Todd optimistically believed they lived in a mansion. The trait of a good marketing man. Walking around the house, Felicity had been shocked by how run down it had become. Doorhandles with cracks, light fittings that worked only with coercion, peeling paint. Thankfully the gardens were lush from late summer rainfall.
Felicity rubbed her forehead where a headache was tightening its grip. She looked around. Fresh flowers had brought some colour to the room, but the soft furnishings weren’t going to hide the sagging age of the house. She did a lap around the open-plan room, plumping cushions on the couch, realigning a kitchen stool, straightening a stack of magazine on the bookcase. She stopped in front of the wall of family portraits. There was the one they’d had taken for Ella’s eighteenth. Sean was twelve years old, with his pre-braces bucktoothed smile, as he leaned into his father’s side. Ella glowed with good health and youth.

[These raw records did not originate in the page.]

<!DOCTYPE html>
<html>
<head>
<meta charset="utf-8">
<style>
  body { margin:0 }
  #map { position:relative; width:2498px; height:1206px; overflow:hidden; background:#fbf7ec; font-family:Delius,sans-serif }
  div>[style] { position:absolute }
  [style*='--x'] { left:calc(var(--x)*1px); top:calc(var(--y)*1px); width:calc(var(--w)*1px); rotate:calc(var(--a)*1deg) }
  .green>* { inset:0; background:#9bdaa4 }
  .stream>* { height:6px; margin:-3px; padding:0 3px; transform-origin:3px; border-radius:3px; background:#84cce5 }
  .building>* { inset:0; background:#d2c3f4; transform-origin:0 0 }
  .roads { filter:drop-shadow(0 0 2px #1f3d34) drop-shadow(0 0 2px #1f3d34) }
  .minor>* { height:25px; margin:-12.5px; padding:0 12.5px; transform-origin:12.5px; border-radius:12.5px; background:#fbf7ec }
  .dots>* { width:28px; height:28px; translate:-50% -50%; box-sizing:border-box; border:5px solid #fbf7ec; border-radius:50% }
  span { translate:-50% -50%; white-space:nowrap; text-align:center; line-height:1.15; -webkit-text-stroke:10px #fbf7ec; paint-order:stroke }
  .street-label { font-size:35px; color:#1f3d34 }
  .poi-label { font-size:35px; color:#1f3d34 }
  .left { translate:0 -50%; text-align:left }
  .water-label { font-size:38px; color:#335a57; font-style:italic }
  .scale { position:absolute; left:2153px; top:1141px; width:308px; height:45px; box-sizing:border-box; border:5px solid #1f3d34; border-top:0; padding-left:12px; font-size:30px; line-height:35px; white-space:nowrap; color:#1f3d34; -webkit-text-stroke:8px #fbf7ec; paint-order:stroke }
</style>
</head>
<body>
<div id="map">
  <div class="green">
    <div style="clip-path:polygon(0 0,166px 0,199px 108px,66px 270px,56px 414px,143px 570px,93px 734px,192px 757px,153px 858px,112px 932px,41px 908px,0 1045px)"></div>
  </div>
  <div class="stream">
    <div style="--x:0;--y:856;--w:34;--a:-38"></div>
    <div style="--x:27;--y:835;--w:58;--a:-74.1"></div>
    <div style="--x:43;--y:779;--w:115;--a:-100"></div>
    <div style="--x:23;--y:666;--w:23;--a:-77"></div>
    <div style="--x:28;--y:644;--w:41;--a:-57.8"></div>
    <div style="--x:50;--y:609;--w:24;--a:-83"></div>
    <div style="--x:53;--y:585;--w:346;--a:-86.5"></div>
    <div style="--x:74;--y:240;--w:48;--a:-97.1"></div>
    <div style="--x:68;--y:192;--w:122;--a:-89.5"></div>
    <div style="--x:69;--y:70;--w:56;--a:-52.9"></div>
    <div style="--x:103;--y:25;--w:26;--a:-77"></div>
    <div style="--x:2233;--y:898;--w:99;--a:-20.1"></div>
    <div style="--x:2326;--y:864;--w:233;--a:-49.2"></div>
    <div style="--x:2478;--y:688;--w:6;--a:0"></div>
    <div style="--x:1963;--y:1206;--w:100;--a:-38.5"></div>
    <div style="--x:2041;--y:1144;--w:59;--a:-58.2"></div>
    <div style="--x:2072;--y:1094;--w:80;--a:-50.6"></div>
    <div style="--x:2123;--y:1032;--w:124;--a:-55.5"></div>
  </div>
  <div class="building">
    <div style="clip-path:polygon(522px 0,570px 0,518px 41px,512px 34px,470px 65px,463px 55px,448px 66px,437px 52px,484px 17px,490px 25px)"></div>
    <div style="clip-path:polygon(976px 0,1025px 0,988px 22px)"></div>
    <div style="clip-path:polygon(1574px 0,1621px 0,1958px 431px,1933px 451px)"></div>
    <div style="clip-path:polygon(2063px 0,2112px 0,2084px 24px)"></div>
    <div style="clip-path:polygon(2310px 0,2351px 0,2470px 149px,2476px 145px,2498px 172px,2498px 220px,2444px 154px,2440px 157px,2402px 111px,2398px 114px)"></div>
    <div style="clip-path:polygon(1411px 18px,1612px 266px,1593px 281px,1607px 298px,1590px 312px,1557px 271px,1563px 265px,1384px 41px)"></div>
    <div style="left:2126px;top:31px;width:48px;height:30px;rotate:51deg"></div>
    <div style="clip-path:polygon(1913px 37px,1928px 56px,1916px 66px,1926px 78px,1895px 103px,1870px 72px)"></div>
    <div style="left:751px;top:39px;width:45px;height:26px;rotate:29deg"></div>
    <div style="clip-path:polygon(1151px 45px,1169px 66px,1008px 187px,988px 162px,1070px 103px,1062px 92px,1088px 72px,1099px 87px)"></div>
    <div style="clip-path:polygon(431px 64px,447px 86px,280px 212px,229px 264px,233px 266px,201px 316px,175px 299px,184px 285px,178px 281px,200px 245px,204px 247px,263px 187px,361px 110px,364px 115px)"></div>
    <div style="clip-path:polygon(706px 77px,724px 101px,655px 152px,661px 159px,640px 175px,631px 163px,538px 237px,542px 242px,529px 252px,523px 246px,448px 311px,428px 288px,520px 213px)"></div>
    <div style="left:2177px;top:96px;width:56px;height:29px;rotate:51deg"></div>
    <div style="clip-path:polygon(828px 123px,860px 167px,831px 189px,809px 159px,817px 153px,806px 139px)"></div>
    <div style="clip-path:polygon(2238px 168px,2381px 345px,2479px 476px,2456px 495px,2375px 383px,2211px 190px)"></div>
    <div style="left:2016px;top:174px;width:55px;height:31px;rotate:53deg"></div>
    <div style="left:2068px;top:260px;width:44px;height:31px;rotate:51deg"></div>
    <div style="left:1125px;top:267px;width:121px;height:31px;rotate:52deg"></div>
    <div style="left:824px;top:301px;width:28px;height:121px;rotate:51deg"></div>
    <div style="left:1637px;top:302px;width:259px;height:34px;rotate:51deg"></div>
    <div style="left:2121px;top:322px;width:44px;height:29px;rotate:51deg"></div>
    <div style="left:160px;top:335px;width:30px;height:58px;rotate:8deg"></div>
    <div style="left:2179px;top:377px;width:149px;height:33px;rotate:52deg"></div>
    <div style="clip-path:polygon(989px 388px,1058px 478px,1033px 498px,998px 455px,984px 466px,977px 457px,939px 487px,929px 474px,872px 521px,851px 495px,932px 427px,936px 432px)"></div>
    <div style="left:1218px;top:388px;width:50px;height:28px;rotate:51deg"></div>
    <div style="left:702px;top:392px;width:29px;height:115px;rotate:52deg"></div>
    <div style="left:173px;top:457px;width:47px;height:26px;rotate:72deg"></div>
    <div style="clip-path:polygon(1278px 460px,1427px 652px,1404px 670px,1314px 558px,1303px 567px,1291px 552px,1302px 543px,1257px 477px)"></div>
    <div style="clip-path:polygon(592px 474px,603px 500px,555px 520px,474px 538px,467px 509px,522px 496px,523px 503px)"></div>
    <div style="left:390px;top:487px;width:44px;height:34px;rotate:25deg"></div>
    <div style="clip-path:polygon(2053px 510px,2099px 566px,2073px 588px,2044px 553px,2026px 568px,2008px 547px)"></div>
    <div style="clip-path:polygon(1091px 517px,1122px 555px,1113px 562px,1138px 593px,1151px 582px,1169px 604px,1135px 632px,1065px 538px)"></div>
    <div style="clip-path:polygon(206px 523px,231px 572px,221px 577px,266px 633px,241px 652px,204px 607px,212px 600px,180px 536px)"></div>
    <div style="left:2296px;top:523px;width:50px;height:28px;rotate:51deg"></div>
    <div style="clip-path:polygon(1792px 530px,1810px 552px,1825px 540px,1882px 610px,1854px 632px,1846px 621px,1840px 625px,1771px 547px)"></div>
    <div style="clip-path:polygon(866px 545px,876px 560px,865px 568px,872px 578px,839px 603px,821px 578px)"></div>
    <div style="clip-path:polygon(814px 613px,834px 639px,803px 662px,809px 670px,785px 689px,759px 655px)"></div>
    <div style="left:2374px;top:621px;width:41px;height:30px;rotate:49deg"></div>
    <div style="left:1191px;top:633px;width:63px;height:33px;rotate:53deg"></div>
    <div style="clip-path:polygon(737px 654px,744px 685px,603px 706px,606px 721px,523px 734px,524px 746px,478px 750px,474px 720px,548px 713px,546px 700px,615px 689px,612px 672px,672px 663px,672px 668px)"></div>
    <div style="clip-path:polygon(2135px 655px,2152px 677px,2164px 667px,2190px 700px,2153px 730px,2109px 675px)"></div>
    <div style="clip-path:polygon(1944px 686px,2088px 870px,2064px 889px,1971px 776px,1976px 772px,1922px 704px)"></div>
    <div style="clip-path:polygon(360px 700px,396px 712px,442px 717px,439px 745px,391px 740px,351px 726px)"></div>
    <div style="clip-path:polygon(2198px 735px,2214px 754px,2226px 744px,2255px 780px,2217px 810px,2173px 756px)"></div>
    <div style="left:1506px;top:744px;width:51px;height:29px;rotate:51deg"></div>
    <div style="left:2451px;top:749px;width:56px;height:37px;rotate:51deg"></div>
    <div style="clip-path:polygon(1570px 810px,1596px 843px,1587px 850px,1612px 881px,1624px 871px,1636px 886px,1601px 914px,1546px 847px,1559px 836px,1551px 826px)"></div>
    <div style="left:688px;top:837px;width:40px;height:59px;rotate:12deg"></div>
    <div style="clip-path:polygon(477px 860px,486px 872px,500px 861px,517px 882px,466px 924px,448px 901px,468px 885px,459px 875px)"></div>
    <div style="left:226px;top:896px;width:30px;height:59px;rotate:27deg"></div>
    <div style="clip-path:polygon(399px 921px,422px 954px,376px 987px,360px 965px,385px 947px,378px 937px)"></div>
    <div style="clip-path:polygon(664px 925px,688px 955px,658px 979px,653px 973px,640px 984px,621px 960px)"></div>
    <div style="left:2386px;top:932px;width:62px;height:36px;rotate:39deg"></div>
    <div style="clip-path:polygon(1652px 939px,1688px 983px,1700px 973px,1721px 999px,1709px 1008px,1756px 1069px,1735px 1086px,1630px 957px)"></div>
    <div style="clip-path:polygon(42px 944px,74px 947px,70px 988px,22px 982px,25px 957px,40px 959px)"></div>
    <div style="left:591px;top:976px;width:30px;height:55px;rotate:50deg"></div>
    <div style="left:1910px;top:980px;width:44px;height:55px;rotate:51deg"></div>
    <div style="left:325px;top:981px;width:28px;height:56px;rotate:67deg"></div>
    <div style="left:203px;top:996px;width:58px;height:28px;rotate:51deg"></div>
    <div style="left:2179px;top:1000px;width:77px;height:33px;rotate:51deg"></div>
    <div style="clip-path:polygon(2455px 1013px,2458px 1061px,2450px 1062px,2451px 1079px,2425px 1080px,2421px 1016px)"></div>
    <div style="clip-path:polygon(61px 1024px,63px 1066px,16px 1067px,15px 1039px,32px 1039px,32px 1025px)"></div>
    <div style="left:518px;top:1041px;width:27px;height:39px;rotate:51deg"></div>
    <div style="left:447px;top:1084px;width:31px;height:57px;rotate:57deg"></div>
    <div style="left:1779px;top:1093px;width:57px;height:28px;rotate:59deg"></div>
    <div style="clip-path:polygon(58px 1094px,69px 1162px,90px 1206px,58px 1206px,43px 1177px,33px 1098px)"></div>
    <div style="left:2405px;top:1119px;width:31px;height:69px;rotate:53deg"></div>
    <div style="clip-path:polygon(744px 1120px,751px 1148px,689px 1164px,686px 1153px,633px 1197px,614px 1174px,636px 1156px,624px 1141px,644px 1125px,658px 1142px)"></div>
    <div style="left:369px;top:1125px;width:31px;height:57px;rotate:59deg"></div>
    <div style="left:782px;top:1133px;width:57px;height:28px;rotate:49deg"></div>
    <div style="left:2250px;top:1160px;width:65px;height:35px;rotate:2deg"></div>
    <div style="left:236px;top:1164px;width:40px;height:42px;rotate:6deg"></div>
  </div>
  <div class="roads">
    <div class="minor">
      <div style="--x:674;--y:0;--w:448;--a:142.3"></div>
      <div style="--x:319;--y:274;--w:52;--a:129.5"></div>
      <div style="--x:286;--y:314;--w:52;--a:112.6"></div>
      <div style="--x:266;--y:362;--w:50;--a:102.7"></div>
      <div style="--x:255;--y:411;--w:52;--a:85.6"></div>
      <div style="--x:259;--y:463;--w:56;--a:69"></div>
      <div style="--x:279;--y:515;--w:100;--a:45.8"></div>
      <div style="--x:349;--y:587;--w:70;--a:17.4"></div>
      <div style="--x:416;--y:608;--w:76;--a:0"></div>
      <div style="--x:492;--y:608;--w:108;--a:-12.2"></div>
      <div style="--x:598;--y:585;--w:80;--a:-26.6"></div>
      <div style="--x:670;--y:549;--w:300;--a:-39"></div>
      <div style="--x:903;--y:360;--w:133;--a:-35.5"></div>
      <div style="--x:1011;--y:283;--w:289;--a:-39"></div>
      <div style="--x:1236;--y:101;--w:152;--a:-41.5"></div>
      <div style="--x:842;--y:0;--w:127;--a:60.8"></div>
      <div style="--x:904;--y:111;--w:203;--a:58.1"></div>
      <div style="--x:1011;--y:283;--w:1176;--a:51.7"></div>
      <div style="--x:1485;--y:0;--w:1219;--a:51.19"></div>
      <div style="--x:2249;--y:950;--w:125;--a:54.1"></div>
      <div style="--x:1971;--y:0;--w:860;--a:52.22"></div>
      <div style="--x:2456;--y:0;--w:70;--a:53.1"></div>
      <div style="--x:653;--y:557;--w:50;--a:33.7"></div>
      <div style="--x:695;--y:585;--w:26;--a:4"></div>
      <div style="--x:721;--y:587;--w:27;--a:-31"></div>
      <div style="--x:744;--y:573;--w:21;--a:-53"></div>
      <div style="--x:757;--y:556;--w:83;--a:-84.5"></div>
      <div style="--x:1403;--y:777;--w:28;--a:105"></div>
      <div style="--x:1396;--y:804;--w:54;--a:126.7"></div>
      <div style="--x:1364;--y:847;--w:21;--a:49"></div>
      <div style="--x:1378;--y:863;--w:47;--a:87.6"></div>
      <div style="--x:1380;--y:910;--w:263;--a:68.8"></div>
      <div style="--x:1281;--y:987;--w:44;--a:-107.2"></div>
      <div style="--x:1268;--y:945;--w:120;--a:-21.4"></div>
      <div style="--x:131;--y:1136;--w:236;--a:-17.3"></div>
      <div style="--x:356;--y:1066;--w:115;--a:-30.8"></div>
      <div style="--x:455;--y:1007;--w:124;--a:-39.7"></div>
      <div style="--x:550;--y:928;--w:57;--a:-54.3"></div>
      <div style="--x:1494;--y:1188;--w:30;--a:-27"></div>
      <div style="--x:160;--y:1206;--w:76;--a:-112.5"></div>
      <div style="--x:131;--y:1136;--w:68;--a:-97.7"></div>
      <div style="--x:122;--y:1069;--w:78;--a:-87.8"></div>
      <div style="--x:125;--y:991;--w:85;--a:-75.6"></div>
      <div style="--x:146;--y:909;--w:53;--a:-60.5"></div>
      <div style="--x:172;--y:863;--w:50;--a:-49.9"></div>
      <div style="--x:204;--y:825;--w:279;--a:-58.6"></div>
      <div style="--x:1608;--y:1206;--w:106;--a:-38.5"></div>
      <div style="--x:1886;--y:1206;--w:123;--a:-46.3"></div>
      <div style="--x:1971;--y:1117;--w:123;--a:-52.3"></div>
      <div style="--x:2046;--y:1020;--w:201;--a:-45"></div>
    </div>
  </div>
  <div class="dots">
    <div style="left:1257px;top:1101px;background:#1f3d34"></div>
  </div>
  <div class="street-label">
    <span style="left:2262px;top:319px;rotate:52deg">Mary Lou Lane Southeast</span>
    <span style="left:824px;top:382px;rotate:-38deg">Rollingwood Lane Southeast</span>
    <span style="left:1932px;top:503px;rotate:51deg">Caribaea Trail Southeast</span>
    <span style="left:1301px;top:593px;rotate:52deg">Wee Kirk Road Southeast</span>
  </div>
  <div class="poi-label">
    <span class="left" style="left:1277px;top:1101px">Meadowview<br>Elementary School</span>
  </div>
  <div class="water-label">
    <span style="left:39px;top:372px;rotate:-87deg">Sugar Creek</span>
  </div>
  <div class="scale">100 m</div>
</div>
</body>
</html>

Felicity had left school knowing that the career she wanted could never be hers. Charlie and Ivy, for all that they encouraged her to aim high, firmly believed she should be a nurse or a teacher. Women weren’t graziers – they were grazier’s wives – and the unwritten rule in the Dunmore family was that the eldest son inherited, so what was the point? Ken had everything handed to him on a silver platter.
She hadn’t put up a fight. It was easier to drift along. Helping people sat comfortably with her. Pleasing her parents was no hardship. Teaching, she’d decided, might involve having to be cross with children, so nursing it was.
There were no regrets on the career itself, but she had begun to question things in the last few years. The more help Ivy needed with Roseglen, the more Felicity realised she had a knack for farming, an affinity with the land that came from years of riding it, working shoulder to shoulder with her father.